INTRODUCTION

Despite increasing US expenditures for low back pain (LBP), patient outcomes have deteriorated.1 The current epidemic of opioid addiction and deaths illustrates the urgency of finding safer and more effective approaches for chronic pain.2, 3 The traditional view of LBP as a largely biomedical problem4 is being supplanted by the biopsychosocial model that acknowledges that while pain usually has an underlying biological basis, psychosocial factors (e.g., pain beliefs/cognitions, distress, coping behaviors, and social factors) also significantly influence the experience and impact of pain.5, 6 This broader conceptualization provides a clear rationale for incorporating cognitive behavioral principles into the management of distressed and disabled patients with chronic LBP to minimize pain-related disability.

A promising strategy for categorizing and treating patients considering both their physical and psychosocial characteristics, the STarT Back approach, was developed and evaluated in England.7 This approach improved patients’ physical function and satisfaction with care while reducing costs.8,9,10,11 This strategy uses patient responses to a nine-item “STarT Back tool” questionnaire to allocate patients to a low-, medium-, or high-risk subgroup according to their risk of persistent disabling back pain. Patients in each subgroup are then recommended evidence-based treatments matched to their prognostic profile.7, 12, 13 Patients found to have at least four out of the five “psychosocial” risk factors (high pain bothersomeness, fear, worry, catastrophizing, depression) are “high risk” and those with relatively few (0–3) physical or psychosocial risk factors are “low risk.” The remaining patients with significant pain and/or activity limitations but fewer psychosocial risk factors are “medium risk.” This tool has been validated with primary care adults with non-specific LBP.12 The success of this strategy in England. has generated great interest in developed countries, providing new hope that meaningful improvements in primary care for LBP are within reach.14,15,16,17,18,19

Prior to widespread implementation, it would be valuable to know if the STarT Back strategy can be successfully translated to other settings. To determine if the STarT Back risk stratification strategy would succeed in the USA, we conducted the Matching Appropriate Treatments to Consumer Healthcare needs (MATCH) cluster randomized trial. This trial evaluates the effects of incorporating the STarT Back strategy into primary care practices within an integrated healthcare system. The goal was to give primary care providers (PCPs) and physical therapists the knowledge, tools, and confidence they needed to provide their patients with a broader understanding of their LBP, reassurance about their likely prognosis, and treatment options that matched the patients’ prognostic profile. We hypothesized this intervention would improve patient outcomes by promoting increased use of matched treatment options for patients in each subgroup, as determined by the STarT Back tool. We believe this is the first randomized and controlled evaluation of the STarT Back approach in the USA.

METHODS

Design and Setting

The trial design has been reported in detail.20 In brief, MATCH was a pragmatic, cluster randomized trial with two parallel arms21 each with a baseline data collection period. Six primary care clinics were randomized in 1:1 ratio to intervention or control (Fig. 1). PCPs were either MDs (84%) or physician assistant/nurse practitioners (16%); 85% had practiced over 5 years; and 62% were female. Data were collected from patients and electronic health records (EHR). The trial was conducted in Group Health (GH), an integrated healthcare delivery system in Washington State serving over 600,000 members GH is now called kaiser permanente washington.

Fig. 1
figure 1

Flow of patients through trial.

Clinical leaders at GH partnered with the research team to evaluate the effect of stratified care in its primary care clinics. The intervention was incorporated into a mandatory care improvement activity, fully supported by clinical and administrative leadership.

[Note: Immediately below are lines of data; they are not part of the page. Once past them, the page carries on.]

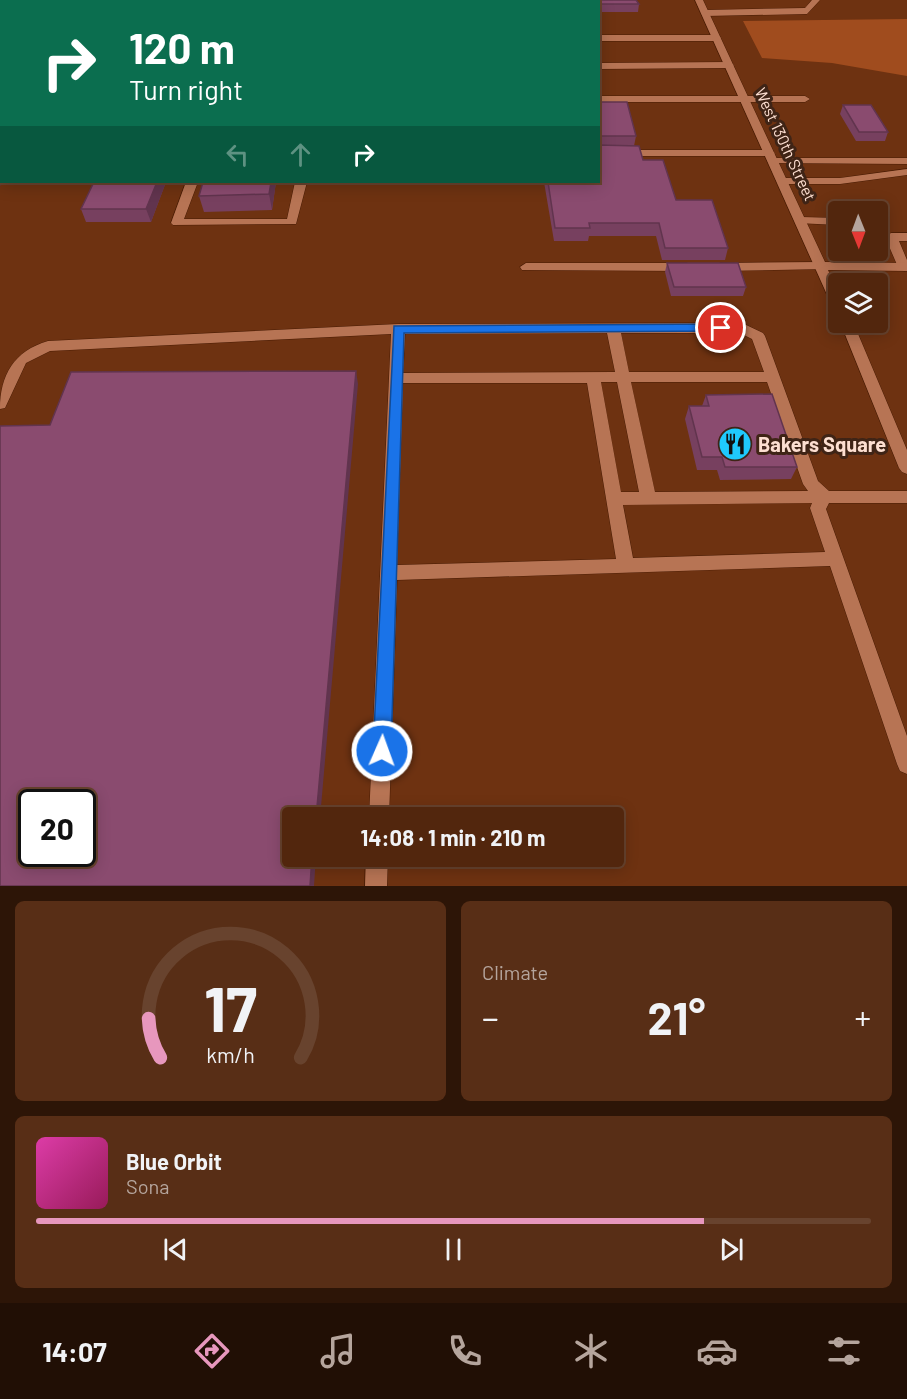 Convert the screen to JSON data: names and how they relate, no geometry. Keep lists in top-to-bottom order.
{
  "streets": {
    "main road": ["West 130th Street"]
  },
  "places": {
    "restaurant": ["Bakers Square"]
  },
  "north": "bottom",
  "page": {
    "turn": ["120 m", "Turn right"],
    "limit": "20",
    "trip": "14:08 · 1 min · 210 m",
    "tile": "Climate",
    "heat": ["−", "21°", "+"],
    "song": ["Blue Orbit", "Sona"],
    "tabs": "14:07",
    "gauge": ["17", "km/h"]
  }
} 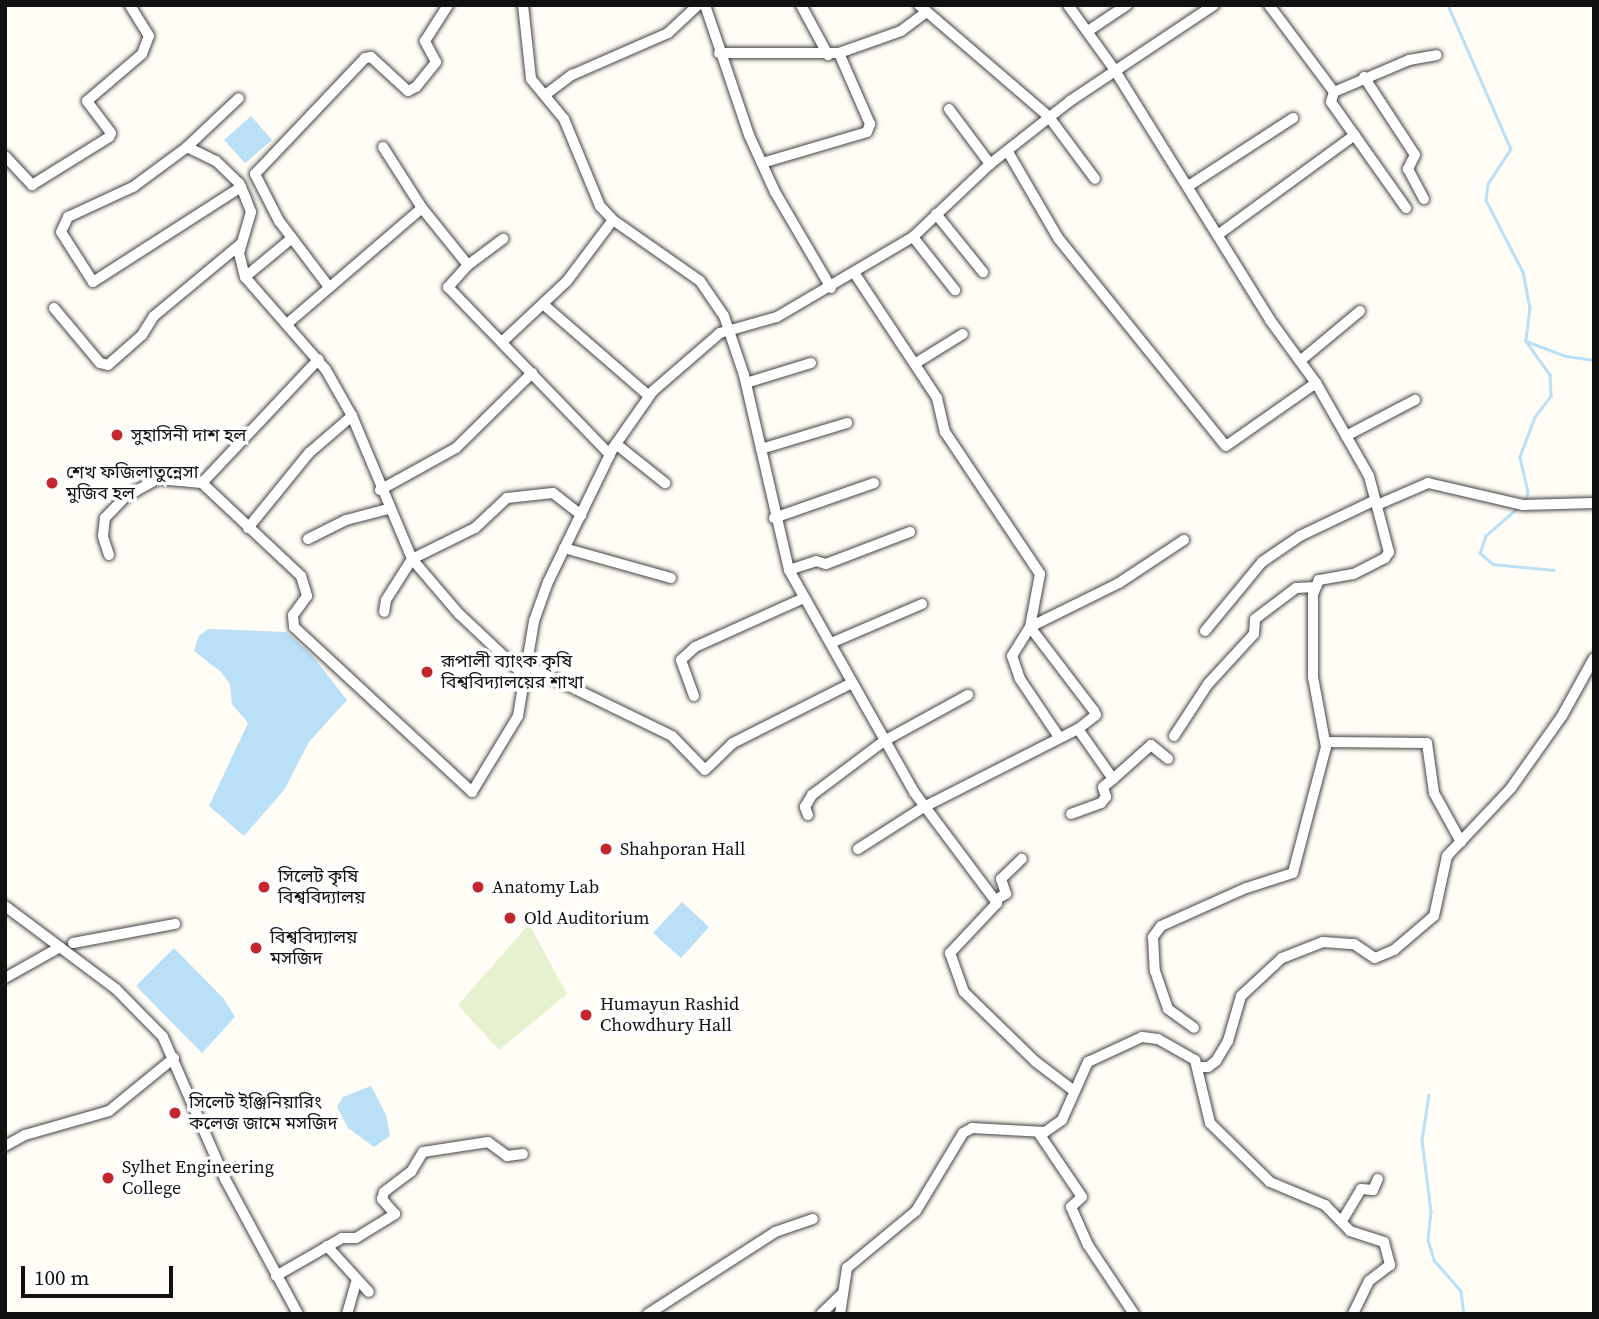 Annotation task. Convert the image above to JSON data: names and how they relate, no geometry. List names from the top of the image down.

Participating Clinics (Clusters) and Patients

One clinic from each of three pairs of large primary care clinics (with onsite physical therapy) near Seattle matched on geographic and socioeconomic characteristics, were pair randomized to the intervention or control. Control clinics received no intervention. Pre-intervention levels of patient outcomes were measured in all six clinics. The intervention was then implemented in intervention clinics over 6 months, after which patient outcomes were again assessed in both intervention and control clinics.

During the trial, all patients 18+ years of age identified in the EHR as having received a primary diagnosis consistent with non-specific LBP (e.g., lumbago, back pain not otherwise specified) were eligible to participate. To maintain broad applicability, we only excluded patients with specific causes of pain (e.g., pregnancy, disc herniation, vertebral fracture, spinal stenosis) or with job injuries, which were seen in the Occupational Medicine clinic.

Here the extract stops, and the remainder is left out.